Thursday, 18 April 2013

Farmer groups fan agriculture bad rep, says Tim Hornibrook

Tim Hornibrook, the joint chief executive of Macquarie Agricultural Funds Management, said most institutional investment in agriculture was coming from foreign investors who took a different view of the local industry from that taken by Australian farmers and their interest groups.

But Mr Hornibrook said there was also a lot of misinformation about foreign investment in Australia.

He said the collapse of the managed investment schemes in the wake of the global financial crisis and the recent decision to privatise listed farm and water rights investor PrimeAg had not helped perceptions of the industry.

"The real issues is that we have done such a poor job as an industry in promoting ourselves to sources of capital," he said."Ours is an industry that has almost as many representative bodies as it has farmers and many of them choose to promote the views of their members in a very negative way.

"When you talk to institutional investors in Australia about th merits of investing into agriculture, their response is that you are the same people that have been telling us for so long what a terrible sector it is.

"It is hard to argue with them."

Mr Hornibrook said that of the $1 trillion in funds available from the superannuation industry (excluding self-managed super funds), between $10 billion and $15bn should be finding its way into agriculture based on its contribution to the economy.

Yet of the 350 major super funds, just 10 had made investments in agriculture.

"So until such time as institutions in Australia change their view about agriculture, our source of capital is going to be from offshore and the competition for capital offshore is immense," Mr Hornibrook said.
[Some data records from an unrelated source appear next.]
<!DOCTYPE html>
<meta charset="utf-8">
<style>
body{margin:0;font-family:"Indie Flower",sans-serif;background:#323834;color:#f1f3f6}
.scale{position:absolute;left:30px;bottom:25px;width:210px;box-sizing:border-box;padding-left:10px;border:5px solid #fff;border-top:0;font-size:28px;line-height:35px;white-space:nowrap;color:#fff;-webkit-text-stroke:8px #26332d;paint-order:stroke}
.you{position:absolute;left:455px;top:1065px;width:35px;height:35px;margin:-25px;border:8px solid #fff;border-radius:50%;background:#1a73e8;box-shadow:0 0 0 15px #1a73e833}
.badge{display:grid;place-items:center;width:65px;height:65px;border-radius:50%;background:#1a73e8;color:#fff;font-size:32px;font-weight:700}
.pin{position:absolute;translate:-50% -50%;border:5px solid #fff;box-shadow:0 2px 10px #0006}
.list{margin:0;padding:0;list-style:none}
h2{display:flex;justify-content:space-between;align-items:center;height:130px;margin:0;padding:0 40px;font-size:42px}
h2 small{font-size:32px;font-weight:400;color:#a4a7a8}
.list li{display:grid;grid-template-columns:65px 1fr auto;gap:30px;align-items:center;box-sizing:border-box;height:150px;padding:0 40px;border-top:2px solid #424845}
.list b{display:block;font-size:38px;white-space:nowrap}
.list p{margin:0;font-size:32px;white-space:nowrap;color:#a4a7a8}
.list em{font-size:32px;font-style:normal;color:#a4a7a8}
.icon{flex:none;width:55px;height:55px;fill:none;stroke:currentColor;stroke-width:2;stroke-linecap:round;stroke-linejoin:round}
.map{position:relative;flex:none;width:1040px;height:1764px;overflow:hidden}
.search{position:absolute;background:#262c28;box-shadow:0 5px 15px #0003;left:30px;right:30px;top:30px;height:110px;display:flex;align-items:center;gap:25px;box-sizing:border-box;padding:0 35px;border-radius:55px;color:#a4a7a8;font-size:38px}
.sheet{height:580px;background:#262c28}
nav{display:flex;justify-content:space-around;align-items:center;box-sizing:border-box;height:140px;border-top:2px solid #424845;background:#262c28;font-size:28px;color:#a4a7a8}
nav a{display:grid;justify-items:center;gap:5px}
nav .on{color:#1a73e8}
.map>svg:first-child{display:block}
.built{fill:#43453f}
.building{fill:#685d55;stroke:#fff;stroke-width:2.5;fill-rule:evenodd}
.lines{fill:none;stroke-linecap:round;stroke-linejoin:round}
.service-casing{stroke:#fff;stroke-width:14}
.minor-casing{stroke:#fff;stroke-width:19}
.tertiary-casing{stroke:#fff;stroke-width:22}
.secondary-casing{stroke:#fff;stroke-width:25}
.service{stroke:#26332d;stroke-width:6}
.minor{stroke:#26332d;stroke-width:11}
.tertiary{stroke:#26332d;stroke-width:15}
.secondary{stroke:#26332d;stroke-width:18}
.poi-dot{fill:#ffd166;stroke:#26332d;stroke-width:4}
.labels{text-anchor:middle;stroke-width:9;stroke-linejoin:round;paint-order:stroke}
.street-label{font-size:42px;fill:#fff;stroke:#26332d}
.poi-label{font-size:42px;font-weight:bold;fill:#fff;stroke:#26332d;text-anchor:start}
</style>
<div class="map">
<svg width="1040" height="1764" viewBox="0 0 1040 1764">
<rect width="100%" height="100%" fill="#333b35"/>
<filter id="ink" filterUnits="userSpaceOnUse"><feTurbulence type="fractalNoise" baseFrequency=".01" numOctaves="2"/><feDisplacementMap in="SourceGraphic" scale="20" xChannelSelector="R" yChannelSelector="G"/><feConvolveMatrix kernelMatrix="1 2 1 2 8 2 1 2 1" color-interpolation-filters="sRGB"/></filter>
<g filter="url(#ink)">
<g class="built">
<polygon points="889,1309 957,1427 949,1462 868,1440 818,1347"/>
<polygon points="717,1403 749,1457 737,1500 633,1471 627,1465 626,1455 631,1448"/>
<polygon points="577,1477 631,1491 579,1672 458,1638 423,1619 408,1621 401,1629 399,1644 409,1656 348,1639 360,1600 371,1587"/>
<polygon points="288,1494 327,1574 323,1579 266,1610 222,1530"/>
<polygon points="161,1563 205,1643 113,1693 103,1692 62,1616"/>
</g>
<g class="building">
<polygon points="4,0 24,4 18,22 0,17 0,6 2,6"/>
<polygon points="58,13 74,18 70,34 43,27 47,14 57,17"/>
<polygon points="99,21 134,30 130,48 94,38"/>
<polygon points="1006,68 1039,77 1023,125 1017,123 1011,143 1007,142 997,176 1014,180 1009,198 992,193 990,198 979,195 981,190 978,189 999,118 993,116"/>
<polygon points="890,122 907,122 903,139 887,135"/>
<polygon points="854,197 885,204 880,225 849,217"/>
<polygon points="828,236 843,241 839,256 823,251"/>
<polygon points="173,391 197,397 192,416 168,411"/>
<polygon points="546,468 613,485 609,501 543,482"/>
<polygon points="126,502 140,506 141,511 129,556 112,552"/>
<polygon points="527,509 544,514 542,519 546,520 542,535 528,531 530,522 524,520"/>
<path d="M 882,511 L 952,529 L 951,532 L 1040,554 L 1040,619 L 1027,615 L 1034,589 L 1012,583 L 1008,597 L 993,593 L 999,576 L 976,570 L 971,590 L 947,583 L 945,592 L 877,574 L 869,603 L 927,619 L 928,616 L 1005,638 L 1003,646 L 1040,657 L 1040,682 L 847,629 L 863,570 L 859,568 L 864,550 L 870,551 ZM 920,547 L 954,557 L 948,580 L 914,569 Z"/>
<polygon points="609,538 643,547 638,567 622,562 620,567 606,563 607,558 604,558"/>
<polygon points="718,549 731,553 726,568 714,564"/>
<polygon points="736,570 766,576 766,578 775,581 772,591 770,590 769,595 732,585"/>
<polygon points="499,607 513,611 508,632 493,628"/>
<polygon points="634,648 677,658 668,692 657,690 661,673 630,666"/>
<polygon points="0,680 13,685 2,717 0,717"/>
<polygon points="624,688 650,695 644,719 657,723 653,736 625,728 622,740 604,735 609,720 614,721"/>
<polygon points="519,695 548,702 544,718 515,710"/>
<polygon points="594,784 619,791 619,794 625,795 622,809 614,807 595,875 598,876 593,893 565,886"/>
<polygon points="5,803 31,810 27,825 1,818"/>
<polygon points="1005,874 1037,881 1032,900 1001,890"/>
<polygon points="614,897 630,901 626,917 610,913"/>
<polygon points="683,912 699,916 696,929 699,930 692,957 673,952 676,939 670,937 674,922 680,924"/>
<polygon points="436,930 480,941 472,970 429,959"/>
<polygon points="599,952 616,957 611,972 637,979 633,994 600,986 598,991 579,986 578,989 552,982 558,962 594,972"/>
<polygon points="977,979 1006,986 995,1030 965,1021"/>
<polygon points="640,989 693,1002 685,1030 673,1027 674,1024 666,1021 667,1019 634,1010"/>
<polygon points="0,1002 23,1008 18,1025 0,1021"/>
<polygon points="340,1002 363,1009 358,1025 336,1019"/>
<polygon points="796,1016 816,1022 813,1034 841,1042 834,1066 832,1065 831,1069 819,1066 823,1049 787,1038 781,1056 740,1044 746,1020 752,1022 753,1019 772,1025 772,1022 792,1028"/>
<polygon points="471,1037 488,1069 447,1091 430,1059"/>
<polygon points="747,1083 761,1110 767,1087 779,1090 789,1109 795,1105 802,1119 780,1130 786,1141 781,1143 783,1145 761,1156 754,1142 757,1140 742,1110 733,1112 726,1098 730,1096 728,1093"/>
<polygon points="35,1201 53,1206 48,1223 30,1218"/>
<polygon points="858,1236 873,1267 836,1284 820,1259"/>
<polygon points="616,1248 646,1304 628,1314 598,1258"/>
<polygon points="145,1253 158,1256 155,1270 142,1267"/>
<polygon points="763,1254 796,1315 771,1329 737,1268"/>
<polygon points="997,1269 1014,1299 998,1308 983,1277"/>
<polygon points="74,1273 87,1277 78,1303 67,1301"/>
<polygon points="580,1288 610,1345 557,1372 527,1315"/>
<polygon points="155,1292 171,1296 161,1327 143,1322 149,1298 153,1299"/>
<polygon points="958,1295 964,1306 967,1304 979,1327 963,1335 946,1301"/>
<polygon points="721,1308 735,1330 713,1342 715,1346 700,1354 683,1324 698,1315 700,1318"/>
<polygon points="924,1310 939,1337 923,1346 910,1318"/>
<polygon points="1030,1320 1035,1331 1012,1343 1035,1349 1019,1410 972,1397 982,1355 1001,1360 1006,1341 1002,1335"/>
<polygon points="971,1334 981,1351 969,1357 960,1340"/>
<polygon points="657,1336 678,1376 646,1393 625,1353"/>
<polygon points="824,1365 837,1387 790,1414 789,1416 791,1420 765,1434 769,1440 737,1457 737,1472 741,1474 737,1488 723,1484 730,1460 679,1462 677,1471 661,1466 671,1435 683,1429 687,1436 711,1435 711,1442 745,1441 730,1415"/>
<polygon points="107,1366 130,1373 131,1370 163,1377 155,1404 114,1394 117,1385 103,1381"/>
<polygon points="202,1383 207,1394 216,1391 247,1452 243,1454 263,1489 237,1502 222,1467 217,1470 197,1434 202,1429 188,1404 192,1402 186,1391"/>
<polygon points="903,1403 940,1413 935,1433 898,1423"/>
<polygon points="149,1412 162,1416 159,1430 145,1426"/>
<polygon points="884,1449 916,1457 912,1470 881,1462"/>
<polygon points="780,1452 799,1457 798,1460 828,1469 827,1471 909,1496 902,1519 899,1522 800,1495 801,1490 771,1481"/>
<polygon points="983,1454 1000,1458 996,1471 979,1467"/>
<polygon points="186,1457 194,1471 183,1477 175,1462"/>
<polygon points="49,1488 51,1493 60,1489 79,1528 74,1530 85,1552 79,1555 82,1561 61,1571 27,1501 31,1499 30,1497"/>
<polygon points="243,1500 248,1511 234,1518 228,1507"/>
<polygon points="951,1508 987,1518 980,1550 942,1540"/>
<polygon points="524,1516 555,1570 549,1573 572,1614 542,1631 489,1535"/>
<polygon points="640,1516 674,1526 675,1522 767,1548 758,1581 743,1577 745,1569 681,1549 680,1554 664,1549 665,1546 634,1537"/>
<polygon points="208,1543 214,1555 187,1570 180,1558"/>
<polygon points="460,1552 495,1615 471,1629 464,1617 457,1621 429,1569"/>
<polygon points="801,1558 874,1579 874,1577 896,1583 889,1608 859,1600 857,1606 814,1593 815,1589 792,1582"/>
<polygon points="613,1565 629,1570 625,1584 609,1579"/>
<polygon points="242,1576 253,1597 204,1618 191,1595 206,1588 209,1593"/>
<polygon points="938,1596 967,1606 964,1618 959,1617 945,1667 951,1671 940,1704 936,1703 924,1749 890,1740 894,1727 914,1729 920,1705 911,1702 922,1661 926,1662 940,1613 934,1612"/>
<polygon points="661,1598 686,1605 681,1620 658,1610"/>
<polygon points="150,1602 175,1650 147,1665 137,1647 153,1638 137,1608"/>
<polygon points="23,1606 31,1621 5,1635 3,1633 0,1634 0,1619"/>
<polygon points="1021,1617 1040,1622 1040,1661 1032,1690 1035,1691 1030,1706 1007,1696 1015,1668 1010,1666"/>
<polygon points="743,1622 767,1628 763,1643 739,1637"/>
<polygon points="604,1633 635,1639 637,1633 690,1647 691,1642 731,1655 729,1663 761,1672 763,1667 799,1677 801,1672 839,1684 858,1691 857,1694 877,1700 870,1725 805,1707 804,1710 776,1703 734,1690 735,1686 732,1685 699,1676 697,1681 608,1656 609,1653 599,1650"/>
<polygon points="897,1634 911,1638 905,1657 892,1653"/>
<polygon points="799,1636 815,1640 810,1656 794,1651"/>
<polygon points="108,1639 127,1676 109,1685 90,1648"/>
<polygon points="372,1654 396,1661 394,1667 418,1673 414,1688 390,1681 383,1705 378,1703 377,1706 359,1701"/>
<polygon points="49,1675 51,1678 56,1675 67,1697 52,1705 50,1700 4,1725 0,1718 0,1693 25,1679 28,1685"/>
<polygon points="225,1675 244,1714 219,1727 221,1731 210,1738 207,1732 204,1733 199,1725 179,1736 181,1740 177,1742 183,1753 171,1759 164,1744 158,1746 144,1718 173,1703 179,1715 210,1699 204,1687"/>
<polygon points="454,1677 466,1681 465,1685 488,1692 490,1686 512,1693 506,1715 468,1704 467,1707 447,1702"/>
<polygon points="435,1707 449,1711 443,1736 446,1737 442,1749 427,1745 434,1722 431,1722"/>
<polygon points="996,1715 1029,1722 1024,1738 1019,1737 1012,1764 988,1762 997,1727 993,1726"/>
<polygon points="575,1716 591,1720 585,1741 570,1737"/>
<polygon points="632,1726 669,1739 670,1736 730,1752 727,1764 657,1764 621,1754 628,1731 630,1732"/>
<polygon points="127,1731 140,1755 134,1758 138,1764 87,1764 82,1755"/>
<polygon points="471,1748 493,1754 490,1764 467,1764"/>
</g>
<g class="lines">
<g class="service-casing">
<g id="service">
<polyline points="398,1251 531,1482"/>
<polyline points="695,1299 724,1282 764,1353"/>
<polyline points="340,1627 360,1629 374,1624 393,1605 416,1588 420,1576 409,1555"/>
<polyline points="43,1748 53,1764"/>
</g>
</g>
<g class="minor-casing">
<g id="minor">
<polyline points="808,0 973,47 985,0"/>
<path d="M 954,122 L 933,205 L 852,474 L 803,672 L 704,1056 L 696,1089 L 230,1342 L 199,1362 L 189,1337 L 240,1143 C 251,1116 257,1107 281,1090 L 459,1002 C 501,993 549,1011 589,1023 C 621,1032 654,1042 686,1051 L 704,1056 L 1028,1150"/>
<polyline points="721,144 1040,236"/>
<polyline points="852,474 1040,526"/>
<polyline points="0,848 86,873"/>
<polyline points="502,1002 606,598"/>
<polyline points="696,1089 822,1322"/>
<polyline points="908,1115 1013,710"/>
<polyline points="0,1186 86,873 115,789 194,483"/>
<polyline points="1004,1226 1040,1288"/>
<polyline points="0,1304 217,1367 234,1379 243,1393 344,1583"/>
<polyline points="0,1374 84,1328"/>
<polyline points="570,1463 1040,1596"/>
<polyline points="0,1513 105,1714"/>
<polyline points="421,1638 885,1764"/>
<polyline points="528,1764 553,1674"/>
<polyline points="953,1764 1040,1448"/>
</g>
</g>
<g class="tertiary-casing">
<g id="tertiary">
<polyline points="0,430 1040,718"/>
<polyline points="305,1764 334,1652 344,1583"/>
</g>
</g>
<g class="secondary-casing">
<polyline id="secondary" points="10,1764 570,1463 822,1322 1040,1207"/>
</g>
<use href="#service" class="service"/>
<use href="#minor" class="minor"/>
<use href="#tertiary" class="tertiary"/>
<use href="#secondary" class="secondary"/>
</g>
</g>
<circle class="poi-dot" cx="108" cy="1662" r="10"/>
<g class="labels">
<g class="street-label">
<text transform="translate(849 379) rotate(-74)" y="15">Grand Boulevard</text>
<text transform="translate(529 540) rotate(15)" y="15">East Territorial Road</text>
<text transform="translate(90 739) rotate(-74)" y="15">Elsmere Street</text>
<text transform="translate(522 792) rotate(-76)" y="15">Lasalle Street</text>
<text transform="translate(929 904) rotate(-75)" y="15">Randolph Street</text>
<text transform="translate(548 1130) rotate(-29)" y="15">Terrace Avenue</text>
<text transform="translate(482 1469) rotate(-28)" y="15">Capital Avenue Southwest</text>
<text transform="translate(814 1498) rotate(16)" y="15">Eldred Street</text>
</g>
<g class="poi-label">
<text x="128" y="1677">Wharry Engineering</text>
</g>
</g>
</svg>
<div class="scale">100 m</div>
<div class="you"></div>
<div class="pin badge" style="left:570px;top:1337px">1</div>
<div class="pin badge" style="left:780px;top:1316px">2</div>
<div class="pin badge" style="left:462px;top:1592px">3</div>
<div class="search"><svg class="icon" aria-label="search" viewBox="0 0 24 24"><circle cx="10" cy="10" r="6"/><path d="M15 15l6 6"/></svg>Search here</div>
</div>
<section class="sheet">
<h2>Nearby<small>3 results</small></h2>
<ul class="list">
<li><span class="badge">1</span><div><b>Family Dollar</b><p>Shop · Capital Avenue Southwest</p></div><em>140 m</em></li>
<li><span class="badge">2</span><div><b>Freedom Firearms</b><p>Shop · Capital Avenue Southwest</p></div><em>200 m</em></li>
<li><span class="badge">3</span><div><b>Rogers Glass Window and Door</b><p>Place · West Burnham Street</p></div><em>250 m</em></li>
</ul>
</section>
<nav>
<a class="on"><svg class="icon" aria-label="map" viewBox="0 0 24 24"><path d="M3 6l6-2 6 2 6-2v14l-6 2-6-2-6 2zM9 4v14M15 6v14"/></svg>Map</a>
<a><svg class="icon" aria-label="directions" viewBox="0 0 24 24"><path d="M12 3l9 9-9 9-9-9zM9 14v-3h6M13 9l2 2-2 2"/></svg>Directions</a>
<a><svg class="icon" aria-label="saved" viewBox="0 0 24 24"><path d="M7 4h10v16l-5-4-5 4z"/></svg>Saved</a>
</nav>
"Pension funds (offshore) views are not clouded by our own negative perceptions but focused in which sector to invest in and which country.

"Australia has a stable political system, export-focused industry and productivity measures up well as far as these investors are concerned.

"These are the investors that we should be attracting - they are long-term investors, highly regulated.

"Rather than taking a xenophobic approach to foreign investment in this sector, we should try to understand who these institutions are and why they want to invest into this sector and particularly into Australia."